In debugging some replication issues in our HDFS environment, I noticed that
the MapReduce framework uses the following algorithm for setting the
replication on submitted job files:
1. Create the file with *default* DFS replication factor (i.e.
'dfs.replication')
2. Subsequently alter the replication of the file based on the
'mapred.submit.replication' config value
private static FSDataOutputStream createFile(FileSystem fs, Path splitFile,
Configuration job) throws IOException {
FSDataOutputStream out = FileSystem.create(fs, splitFile,
new FsPermission(JobSubmissionFiles.JOB_FILE_PERMISSION));
int replication = job.getInt("mapred.submit.replication", 10);
fs.setReplication(splitFile, (short)replication);
writeSplitHeader(out);
return out;
}
If I understand currectly, the net functional effect of this approach is that
- The initial write pipeline is setup with 'dfs.replication' nodes (i.e.
3)
- The namenode triggers additional inter-datanode replications in the
background (as it detects the blocks as "under-replicated").
I'm assuming this is intentional?

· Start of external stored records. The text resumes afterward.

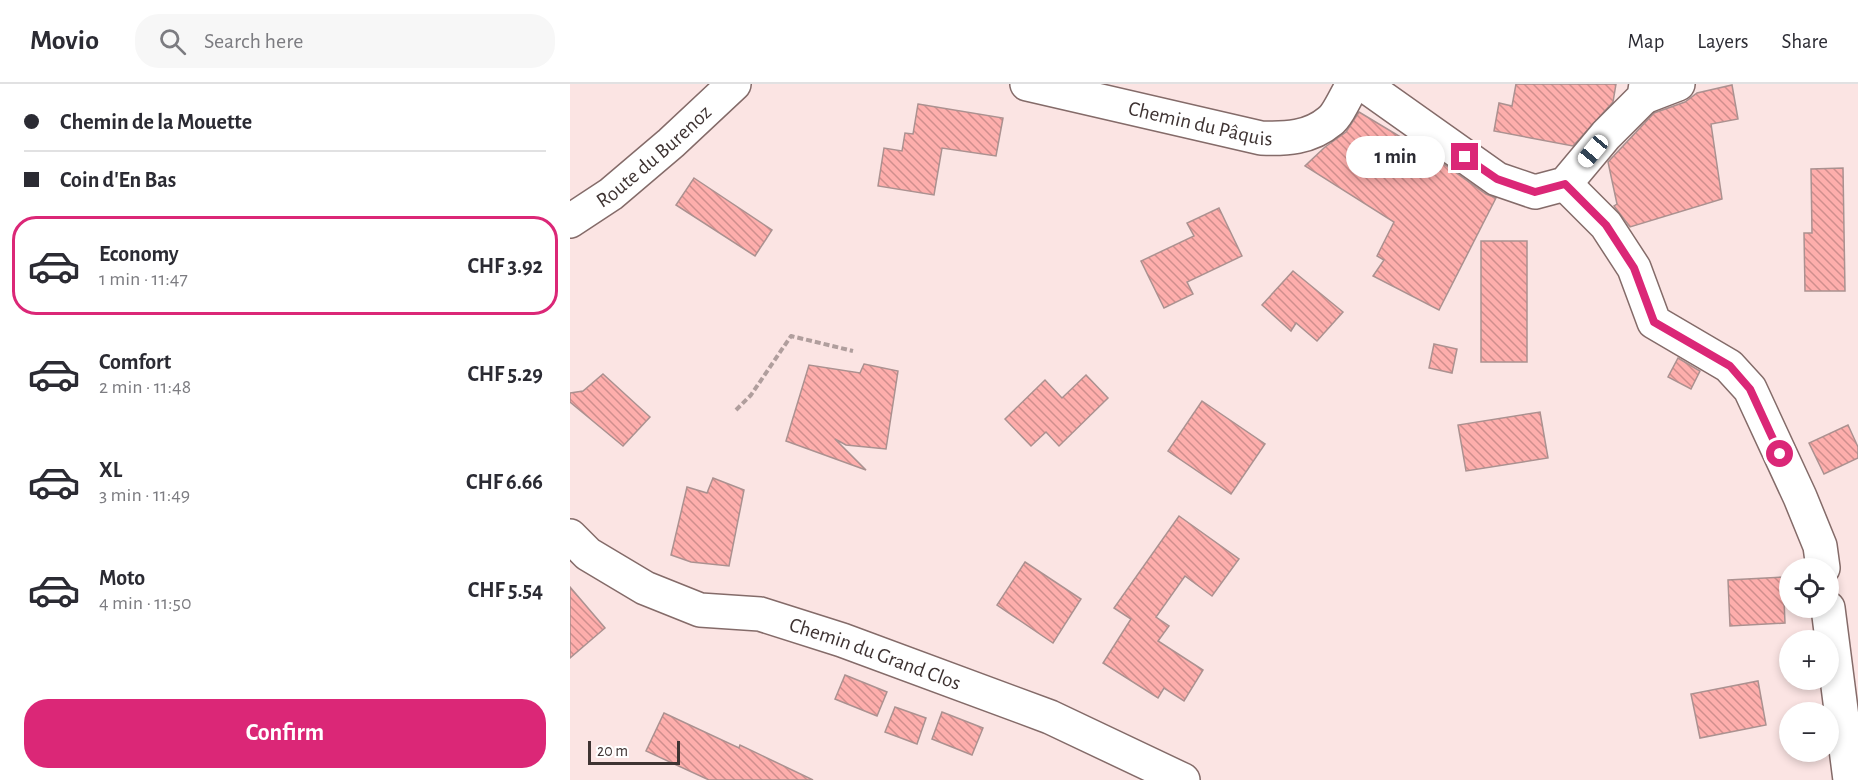 <!DOCTYPE html>
<meta charset="utf-8">
<style>
:root{--surface:#fff;--page:#f7f7f7;--text:#2b2b33;--muted:#7c7c81;--line:#e1e1e2;--accent:#db2777}
body{margin:0;font-family:"Alegreya Sans",sans-serif;background:var(--page);color:var(--text);height:100vh;display:flex;flex-direction:column;font-size:22px;white-space:nowrap}
*{box-sizing:border-box;margin:0}
p{font-size:20px;color:var(--muted)}
.icon{flex:none;width:33px;height:33px;fill:none;stroke:currentColor;stroke-width:2;stroke-linecap:round;stroke-linejoin:round}
.map{position:relative;flex:1;overflow:hidden}
.panel{display:flex;flex-direction:column;background:var(--surface);width:570px}
.panel>*{flex:none}
.guide{display:grid;align-content:center;height:132px;padding:0 24px;background:var(--surface)}
.buttons{position:absolute;left:1209px;top:474px;display:grid;gap:12px}
.buttons a{display:grid;place-items:center;width:60px;height:60px;border-radius:50%;background:var(--surface);box-shadow:0 3px 9px #0003;font-size:30px}
.scale{position:absolute;left:18px;bottom:15px;width:92px;box-sizing:border-box;padding-left:6px;border:3px solid #3e3332;border-top:0;font-size:16px;line-height:21px;white-space:nowrap;color:#3e3332;-webkit-text-stroke:4px #fff;paint-order:stroke}
.end{position:absolute;width:27px;height:27px;margin:-14px;border:8px solid #db2777;background:#fff;box-shadow:0 0 0 3px #fff}
.from{border-radius:50%}
.bubble{position:absolute;height:42px;border-radius:21px;background:var(--surface);box-shadow:0 3px 9px #0003;font-size:20px;font-weight:600;line-height:42px;text-align:center}
.car{position:absolute;width:18px;height:36px;margin:-18px -9px;border-radius:8px;box-shadow:0 0 4px 2px #0007;background:linear-gradient(#fff 24%,#345 0 40%,#fff 0 76%,#345 0 86%,#fff 0)}
.guide b{display:flex;align-items:center;gap:21px;height:57px;font-size:22px}
.guide b+b{border-top:2px solid var(--line)}
.guide i{width:15px;height:15px;background:var(--text)}
ul{padding:0;list-style:none}
li{display:flex;align-items:center;gap:18px;height:99px;margin:0 12px 9px;padding:0 12px;border:3px solid transparent;border-radius:24px}
li div{flex:1}
li b{display:block;font-size:22px}
li em{font-style:normal;font-weight:600}
li.selected{border-color:var(--accent)}
li>.icon{width:54px;height:54px;stroke-width:1.5}
.action{display:flex;gap:12px;margin-top:auto;padding:12px 24px}
.action a{flex:1;height:69px;border-radius:24px;background:var(--accent);color:#fff;font-size:24px;font-weight:600;line-height:69px;text-align:center}
header{display:flex;align-items:center;gap:36px;box-sizing:border-box;height:84px;padding:0 30px;background:var(--surface);border-bottom:2px solid var(--line)}
header strong{font-size:28px}
nav{display:flex;gap:33px;margin-inline-start:auto;font-size:21px}
.search{width:420px;height:54px;background:var(--page);display:flex;align-items:center;gap:15px;box-sizing:border-box;padding:0 21px;border-radius:24px;color:var(--muted);font-size:22px}
main{display:flex;flex:1;min-height:0}
.map>svg:first-child{display:block}
.building{fill:url(#building-back-hatch);stroke:#ab9190;stroke-width:1.5}
.lines{fill:none;stroke-linecap:round;stroke-linejoin:round}
.minor-casing{stroke:#846b69;stroke-width:36}
.path{stroke:#b09e9d;stroke-width:4;stroke-dasharray:6 3;stroke-linecap:butt}
.minor{stroke:#fff;stroke-width:33}
.route{stroke:#db2777;stroke-width:8}
.labels{text-anchor:middle;stroke-width:5;stroke-linejoin:round;paint-order:stroke}
.street-label{font-size:21px;fill:#3e3332;stroke:#fff}
</style>
<header>
<strong>Movio</strong>
<div class="search"><svg class="icon" aria-label="search" viewBox="0 0 24 24"><circle cx="10" cy="10" r="6"/><path d="M15 15l6 6"/></svg>Search here</div>
<nav><a>Map</a><a>Layers</a><a>Share</a></nav>
</header>
<main>
<section class="panel">
<div class="guide">
<b><i class="from"></i>Chemin de la Mouette</b>
<b><i></i>Coin d'En Bas</b>
</div>
<ul>
<li class="selected"><svg class="icon" aria-label="car" viewBox="0 0 24 24"><path d="M5 17H2v-5l4-1 3-4h7l3 4 3 1v5h-3M9 17h6M6 11h13"/><circle cx="7" cy="17" r="2"/><circle cx="17" cy="17" r="2"/></svg><div><b>Economy</b><p>1 min · 11:47</p></div><em>CHF 3.92</em></li>
<li><svg class="icon" aria-label="car" viewBox="0 0 24 24"><path d="M5 17H2v-5l4-1 3-4h7l3 4 3 1v5h-3M9 17h6M6 11h13"/><circle cx="7" cy="17" r="2"/><circle cx="17" cy="17" r="2"/></svg><div><b>Comfort</b><p>2 min · 11:48</p></div><em>CHF 5.29</em></li>
<li><svg class="icon" aria-label="car" viewBox="0 0 24 24"><path d="M5 17H2v-5l4-1 3-4h7l3 4 3 1v5h-3M9 17h6M6 11h13"/><circle cx="7" cy="17" r="2"/><circle cx="17" cy="17" r="2"/></svg><div><b>XL</b><p>3 min · 11:49</p></div><em>CHF 6.66</em></li>
<li><svg class="icon" aria-label="car" viewBox="0 0 24 24"><path d="M5 17H2v-5l4-1 3-4h7l3 4 3 1v5h-3M9 17h6M6 11h13"/><circle cx="7" cy="17" r="2"/><circle cx="17" cy="17" r="2"/></svg><div><b>Moto</b><p>4 min · 11:50</p></div><em>CHF 5.54</em></li>
</ul>
<div class="action"><a>Confirm</a></div>
</section>
<div class="map">
<svg width="1288" height="696" viewBox="0 0 1288 696">
<defs>
<pattern id="building-back-hatch" width="6" height="6" patternUnits="userSpaceOnUse" patternTransform="scale(1.5)"><rect width="6" height="6" fill="#feaeac"/><path d="M-1 5l2 2M0 0l6 6M5-1l2 2" fill="none" stroke="#cf8e8d"/></pattern>
</defs>
<rect width="100%" height="100%" fill="#fbe4e3"/>
<!-- building -->
<g class="building">
<path d="M946 0H1046L1043 18 1003 62 924 47 929 19 942 22Z"/>
<path d="M1162 1 1168 35 1141 40 1152 115 1060 143 1044 122 1047 120 1038 78 1084 29 1115 18 1127 9Z"/>
<path d="M348 20 433 34 426 72 372 64 364 111 308 102 314 64 332 67 335 49 343 50Z"/>
<path d="M789 28 839 58 837 62 875 81 916 110 926 114 869 226 803 192 814 176 807 172 824 138 735 82 755 63 776 48Z"/>
<path d="M1273 84 1275 207H1235L1234 149H1242L1241 85Z"/>
<path d="M124 94 202 146 185 172 106 121Z"/>
<path d="M649 124 672 172 617 198 623 210 594 224 571 177 624 152 617 139Z"/>
<rect x="911" y="157" width="46" height="121"/>
<path d="M723 187 773 228 747 257 726 239 721 247 692 221Z"/>
<path d="M864 260 887 265 882 289 859 284Z"/>
<path d="M1108 274 1130 287 1121 305 1098 293Z"/>
<path d="M294 280 328 287 316 365 276 361 265 355 296 386 216 357 239 281 290 289Z"/>
<path d="M33 290 80 333 53 362 0 318V309L13 307Z"/>
<path d="M516 291 538 314 489 362 476 348 461 362 435 335 475 296 492 314Z"/>
<path d="M632 317 695 360 661 410 598 367Z"/>
<path d="M970 328 978 374 896 387 888 341Z"/>
<path d="M1278 341 1288 363V374L1254 390 1239 359Z"/>
<path d="M143 394 174 406 159 482 121 478 101 471 117 403 137 409Z"/>
<path d="M609 432 669 475 642 512 615 492 586 533 599 542 588 557 633 586 614 617 594 604 588 614 533 579 561 535 544 524Z"/>
<path d="M455 478 511 515 483 559 427 521Z"/>
<path d="M1213 493 1215 539 1160 542 1158 496Z"/>
<path d="M0 503 35 544 0 574Z"/>
<path d="M275 591 317 608 307 632 265 615Z"/>
<path d="M1188 597 1196 641 1130 654 1121 610Z"/>
<path d="M325 623 356 634 347 660 315 648Z"/>
<path d="M372 628 413 644 402 671 362 655Z"/>
<path d="M94 629 169 664 170 661 243 696H139L76 667Z"/>
</g>
<g class="lines">
<defs>
<g id="minor">
<path id="s1" d="M457 0 691 54C716 55 740 54 760 37 768 31 777 10 783 0"/>
<path d="M793 0 927 95 965 108 995 100 1036 51 1074 13 1076 0"/>
<path d="M1074 13 1108 0"/>
<path d="M995 100 1036 141 1064 184 1084 238 1159 282 1180 305 1230 413 1250 462 1253 484"/>
<path id="s2" d="M0 137 41 110 101 59 164 0"/>
<path id="s3" d="M0 452 18 470 75 504 130 526 190 530 272 556 480 633 613 696"/>
<path d="M1258 524 1280 696"/>
</g>
</defs>
<!-- minor casing -->
<use href="#minor" class="minor-casing"/>
<!-- path -->
<path class="path" d="M166 326 181 311 221 252 283 267"/>
<!-- minor -->
<use href="#minor" class="minor"/>
</g>
<g class="lines">
<!-- route -->
<path class="route" d="M895 73 927 95 965 108 995 100 1036 141 1064 184 1084 238 1160 282 1180 305 1210 370"/>
</g>
<g class="labels">
<!-- street labels -->
<g class="street-label">
<text dy="7" stroke="none"><textPath href="#s1" startOffset="178">Chemin du Pâquis</textPath></text>
<text dy="7" stroke="none"><textPath href="#s2" startOffset="106">Route du Burenoz</textPath></text>
<text dy="7" stroke="none"><textPath href="#s3" startOffset="333">Chemin du Grand Clos</textPath></text>
</g>
</g>
</svg>
<div class="buttons">
<a><svg class="icon" aria-label="locate" viewBox="0 0 24 24"><circle cx="12" cy="12" r="6"/><path d="M12 2v4M12 18v4M2 12h4M18 12h4"/></svg></a>
<a>+</a>
<a>−</a>
</div>
<div class="scale">20 m</div>
<i class="end from" style="left:1210px;top:370px"></i>
<i class="end" style="left:895px;top:73px"></i>
<div class="bubble" style="left:776px;top:52px;width:99px">1 min</div>
<i class="car" style="left:1023px;top:67px;rotate:220deg"></i>
</div>
</main>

Alternatively, if the
mapred.submit.replication was specified on initial create, the write pipeline
would be significantly larger.
The reason I noticed is that we had inadvertently specified
mapred.submit.replication as *less than* dfs.replication in our configuration,
which caused a bunch of excess replica pruning (and ultimately IOExceptions in
our datanode logs).
Thanks,
Eric